I have a friend whom I invited to my wedding, he’s been with his gf for 7 or so years and none of our friends group even met her until 5 years in when he was moving overseas and had a farewell dinner that we met her for the first time during which we barely even spoke (she’s a bit introverted I guess). And that was the only time I’ve ever met her.
I know they had some issues and the relationship was shaky. Still, it’s not up to me to decide or judge. I just asked him whether he would like to bring his gf, if so how do I spell her name so I could include it on the invite. So they both had been invited because he wanted her to be there, not because I know her. Anyway they ended up breaking up very recently so now she won’t be coming. But I think it’s just basic respect from one friend to another, to just ASK them if they want to bring their girlfriend/boyfriend, if you aren’t sure.
Post # 27
It is not rude or tacky for your SO to ask his childhood best friend for clarification on if he can bring his long-time live-in Girlfriend to an out of town, romantic event. It is a valid question. How can he be expected to want to go to something like that without you?
Post # 28
Actually, since etiquette obligates any host to include a live in girlfriend, the most generous thing to do would be to assume there had been an oversight. Your boyfriend should call and ask if that is the case. It’s possible tbe friend is unaware that you’re back on track and living together.
If you’re not invited I would not attend in his place. When it’s your turn, you’d do the right thing.
Post # 29
I think your SO should ask and clarify the invite (with his friend) and then if the clarification is that you are not, in fact, invited, he should skip the wedding.
Even if he has talked shit about you to his friends in the past, if you are planning to get married, his loyalty needs to be with you.
And yes, you invite both of them to your wedding when the time comes.
Post # 30
By inviting a friend/family menber’s SO you are simple acknowledging their union..regardless how well you know that person. As a child how did you feel when your friend got picked to play games while you, their best friend sat in the corner? People post on social media for some kind of acknowledgment.
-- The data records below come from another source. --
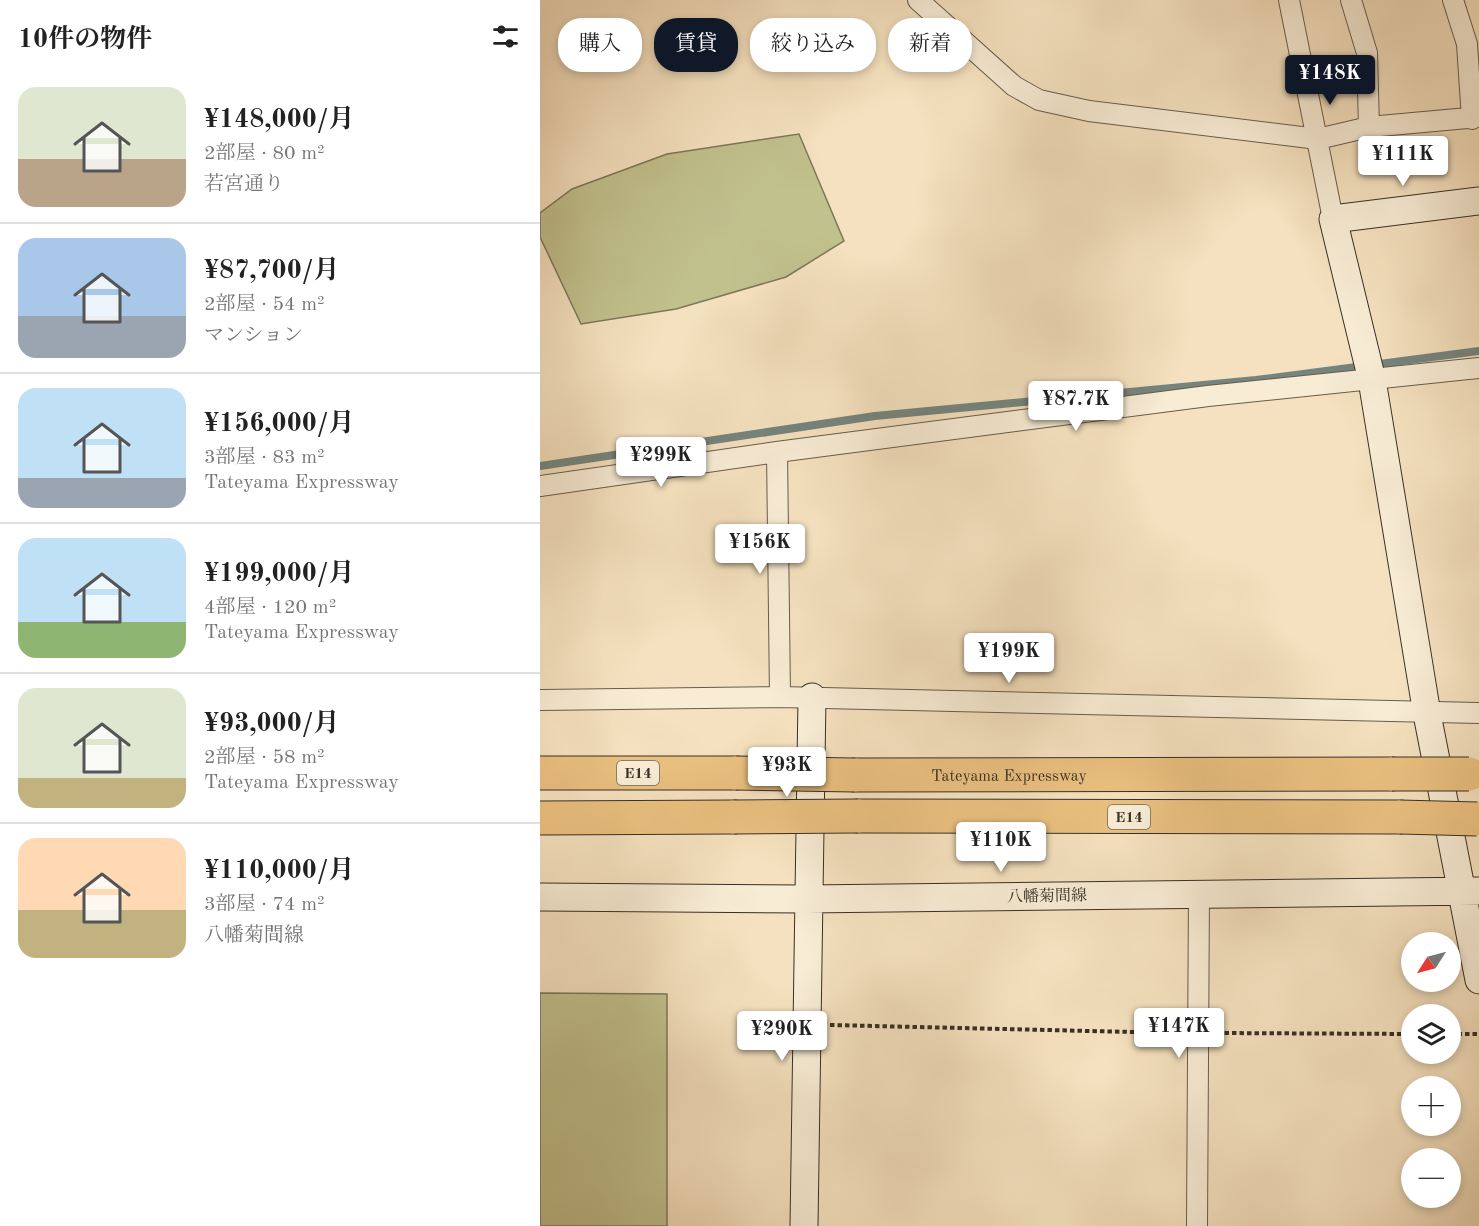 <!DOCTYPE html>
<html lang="ja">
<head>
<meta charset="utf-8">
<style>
  :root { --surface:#fff; --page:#f2f2f2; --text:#222; --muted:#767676; --line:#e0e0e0; --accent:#111827 }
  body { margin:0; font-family:"Old Standard TT","Noto Serif JP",serif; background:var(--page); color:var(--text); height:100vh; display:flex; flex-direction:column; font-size:22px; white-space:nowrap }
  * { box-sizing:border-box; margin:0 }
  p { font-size:20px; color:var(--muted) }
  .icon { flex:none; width:33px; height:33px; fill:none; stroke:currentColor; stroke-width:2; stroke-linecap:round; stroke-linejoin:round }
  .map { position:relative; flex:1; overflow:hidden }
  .drawer { display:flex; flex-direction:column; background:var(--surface); width:540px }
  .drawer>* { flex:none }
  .top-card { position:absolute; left:18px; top:18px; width:570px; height:54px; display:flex; gap:12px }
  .needle { width:39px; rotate:234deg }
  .fabs { position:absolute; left:861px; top:932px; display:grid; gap:12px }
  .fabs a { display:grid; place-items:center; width:60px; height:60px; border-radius:50%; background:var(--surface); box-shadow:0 3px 9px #0003; font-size:30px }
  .price { position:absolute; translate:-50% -51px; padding:0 14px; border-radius:6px; background:#fff; color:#222; font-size:20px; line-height:39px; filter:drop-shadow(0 2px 3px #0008) }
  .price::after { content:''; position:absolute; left:50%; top:36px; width:18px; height:14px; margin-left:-9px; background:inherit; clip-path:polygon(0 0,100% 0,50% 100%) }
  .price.current { background:var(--accent); color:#fff }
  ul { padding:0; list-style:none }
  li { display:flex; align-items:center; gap:18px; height:150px; padding:0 18px }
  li+li { border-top:2px solid var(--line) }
  li span { display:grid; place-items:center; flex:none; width:168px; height:120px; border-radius:18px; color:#555 }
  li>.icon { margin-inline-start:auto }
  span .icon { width:72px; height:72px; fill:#fffc; stroke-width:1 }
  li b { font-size:26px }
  h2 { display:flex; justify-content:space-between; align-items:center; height:72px; padding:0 18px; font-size:26px }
  .chip { padding:0 21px; border-radius:24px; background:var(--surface); box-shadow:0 3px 9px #0003; font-size:21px; line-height:54px }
  .chip.current { background:var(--accent); color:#fff }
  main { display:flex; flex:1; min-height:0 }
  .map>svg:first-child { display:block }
</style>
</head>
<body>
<main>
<section class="drawer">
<h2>10件の物件<svg class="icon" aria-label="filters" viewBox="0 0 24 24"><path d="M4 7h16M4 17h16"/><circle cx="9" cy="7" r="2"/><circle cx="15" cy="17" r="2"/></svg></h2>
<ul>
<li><span style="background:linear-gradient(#dfe7d0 60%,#b9a48a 0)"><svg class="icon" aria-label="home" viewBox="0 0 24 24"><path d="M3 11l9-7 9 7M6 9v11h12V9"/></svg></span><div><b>¥148,000/月</b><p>2部屋 · 80 m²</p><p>若宮通り</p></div></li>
<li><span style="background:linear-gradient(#a9c7e8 65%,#9aa5b1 0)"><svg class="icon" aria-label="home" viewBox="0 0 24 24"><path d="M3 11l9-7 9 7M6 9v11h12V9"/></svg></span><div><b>¥87,700/月</b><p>2部屋 · 54 m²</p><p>マンション</p></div></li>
<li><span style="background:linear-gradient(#bfe0f5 75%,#9aa5b1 0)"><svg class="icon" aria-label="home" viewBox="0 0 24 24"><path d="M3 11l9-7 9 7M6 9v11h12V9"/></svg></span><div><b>¥156,000/月</b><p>3部屋 · 83 m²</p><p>Tateyama Expressway</p></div></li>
<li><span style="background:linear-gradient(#bfe0f5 70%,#8fb573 0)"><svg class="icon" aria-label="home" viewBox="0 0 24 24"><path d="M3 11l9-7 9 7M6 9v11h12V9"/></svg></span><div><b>¥199,000/月</b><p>4部屋 · 120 m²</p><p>Tateyama Expressway</p></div></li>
<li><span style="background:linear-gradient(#dfe7d0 75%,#c2b280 0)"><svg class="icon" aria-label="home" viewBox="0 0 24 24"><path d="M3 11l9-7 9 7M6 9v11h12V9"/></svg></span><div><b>¥93,000/月</b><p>2部屋 · 58 m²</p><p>Tateyama Expressway</p></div></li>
<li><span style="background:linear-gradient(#ffd9b3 60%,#c2b280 0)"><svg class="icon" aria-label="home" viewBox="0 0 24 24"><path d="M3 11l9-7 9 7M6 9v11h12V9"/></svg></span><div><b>¥110,000/月</b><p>3部屋 · 74 m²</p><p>八幡菊間線</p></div></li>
</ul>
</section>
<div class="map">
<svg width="939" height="1226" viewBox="0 0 939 1226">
  <rect width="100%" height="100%" fill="#f5e1bf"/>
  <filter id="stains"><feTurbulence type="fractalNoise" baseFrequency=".00333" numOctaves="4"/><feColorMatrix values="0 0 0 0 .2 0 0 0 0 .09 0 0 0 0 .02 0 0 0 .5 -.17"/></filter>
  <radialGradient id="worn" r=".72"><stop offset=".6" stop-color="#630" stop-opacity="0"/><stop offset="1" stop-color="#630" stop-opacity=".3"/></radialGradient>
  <!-- green -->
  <path fill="#c1c18e" stroke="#7c785a" stroke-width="1.5" d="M259 134 304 241 246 277 136 309 41 324 0 237V213L32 189 127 154Z
    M0 993 127 994V1226H0Z"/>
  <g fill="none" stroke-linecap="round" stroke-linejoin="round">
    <!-- stream -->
    <path stroke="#75847e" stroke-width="8" d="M0 466 335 416 716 380 939 351"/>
    <defs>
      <path id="street" d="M378 0 474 86 499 100 549 111 778 139 829 127 939 117
        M749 0 793 219
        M811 0 827 53 829 127
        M913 0 927 44 932 119
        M237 452 240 697
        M0 486 237 452 668 396 939 368
        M0 700 240 697 939 713
        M657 1226 659 893"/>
      <path id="secondary" d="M939 201 793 219 832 380 887 714 939 980
        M0 897 267 899 939 891
        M264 1226 272 697"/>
      <g id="highway">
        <path d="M0 773H196"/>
        <path id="s1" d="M315 775 852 774"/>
        <path d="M318 816 860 817"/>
        <path d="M0 818 194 817"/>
      </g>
    </defs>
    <!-- street casing -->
    <use href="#street" stroke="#675c4c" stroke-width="22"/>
    <!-- secondary casing -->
    <use href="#secondary" stroke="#382f26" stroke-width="29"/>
    <!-- highway casing -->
    <use href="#highway" stroke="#382f26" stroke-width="35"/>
    <!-- path -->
    <path stroke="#382f26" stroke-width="4" stroke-dasharray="4.5 3" stroke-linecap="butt" d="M290 1025 637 1033
      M677 1033 872 1034
      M910 1034H939"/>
    <!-- street -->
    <use href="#street" stroke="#f8ecd5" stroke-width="20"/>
    <!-- secondary -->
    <use href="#secondary" stroke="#f8ecd5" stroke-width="27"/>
    <!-- highway -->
    <use href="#highway" stroke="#eac080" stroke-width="33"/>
    <defs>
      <path id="highway-bridge" d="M196 773 315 775
        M852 774H929
        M194 817 318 816
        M860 817 937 819"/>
    </defs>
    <!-- highway-bridge casing -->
    <use href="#highway-bridge" stroke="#382f26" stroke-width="35" stroke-linecap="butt"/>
    <!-- highway-bridge -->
    <use href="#highway-bridge" stroke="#eac080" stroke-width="33"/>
  </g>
  <g text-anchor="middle" stroke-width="6" stroke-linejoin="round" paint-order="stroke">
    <!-- shield labels -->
    <g fill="#f8ecd5" stroke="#72685a" stroke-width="1.5">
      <rect x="77" y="761" width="42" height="24" rx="4.5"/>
      <rect x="568" y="805" width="42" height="24" rx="4.5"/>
    </g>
    <g font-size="15" font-weight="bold" fill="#382f26">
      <text x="98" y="778">E14</text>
      <text x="589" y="822">E14</text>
    </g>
    <!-- street labels -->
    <g font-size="16" fill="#382f26" stroke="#f8ecd5">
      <text dy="6" stroke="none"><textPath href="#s1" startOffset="154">Tateyama Expressway</textPath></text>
      <text transform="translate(507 895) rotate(-1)" y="6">八幡菊間線</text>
    </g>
  </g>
  <rect width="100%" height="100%" filter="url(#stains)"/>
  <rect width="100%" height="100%" fill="url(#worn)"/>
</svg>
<div class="fabs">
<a><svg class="needle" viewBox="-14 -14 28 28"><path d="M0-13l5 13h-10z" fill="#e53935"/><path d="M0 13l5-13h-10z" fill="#767676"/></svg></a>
<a><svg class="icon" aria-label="layers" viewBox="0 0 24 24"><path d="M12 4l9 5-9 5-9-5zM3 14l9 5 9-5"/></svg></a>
<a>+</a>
<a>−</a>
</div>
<b class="price current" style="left:790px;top:106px">¥148K</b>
<b class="price" style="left:863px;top:187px">¥111K</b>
<b class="price" style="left:536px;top:432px">¥87.7K</b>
<b class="price" style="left:121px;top:488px">¥299K</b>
<b class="price" style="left:220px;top:575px">¥156K</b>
<b class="price" style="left:469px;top:684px">¥199K</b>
<b class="price" style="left:247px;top:798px">¥93K</b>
<b class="price" style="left:461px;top:873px">¥110K</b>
<b class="price" style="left:639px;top:1059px">¥147K</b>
<b class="price" style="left:242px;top:1062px">¥290K</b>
<div class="top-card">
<a class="chip">購入</a>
<a class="chip current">賃貸</a>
<a class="chip">絞り込み</a>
<a class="chip">新着</a>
</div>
</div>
</main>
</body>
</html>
Whether it’s a “hey you look great in red!” Or “you did a fantastic job on that project” etc. As humans we want to feel our presence is acknowledged. Alil acknowleding can go a long way.
I would hope as adults we’d make the mature decisions to do what we could to respect others lifestly choices, which include partners. I’m sure not everyone is empathetic towards unions (it does not make you a bad person), but I cant help but shake my head about the people, who make the conscious choice to disregard a person simply because it’s your wedding and you could care less.
Op, not sure what I would do. Sorry your feelings are hurt.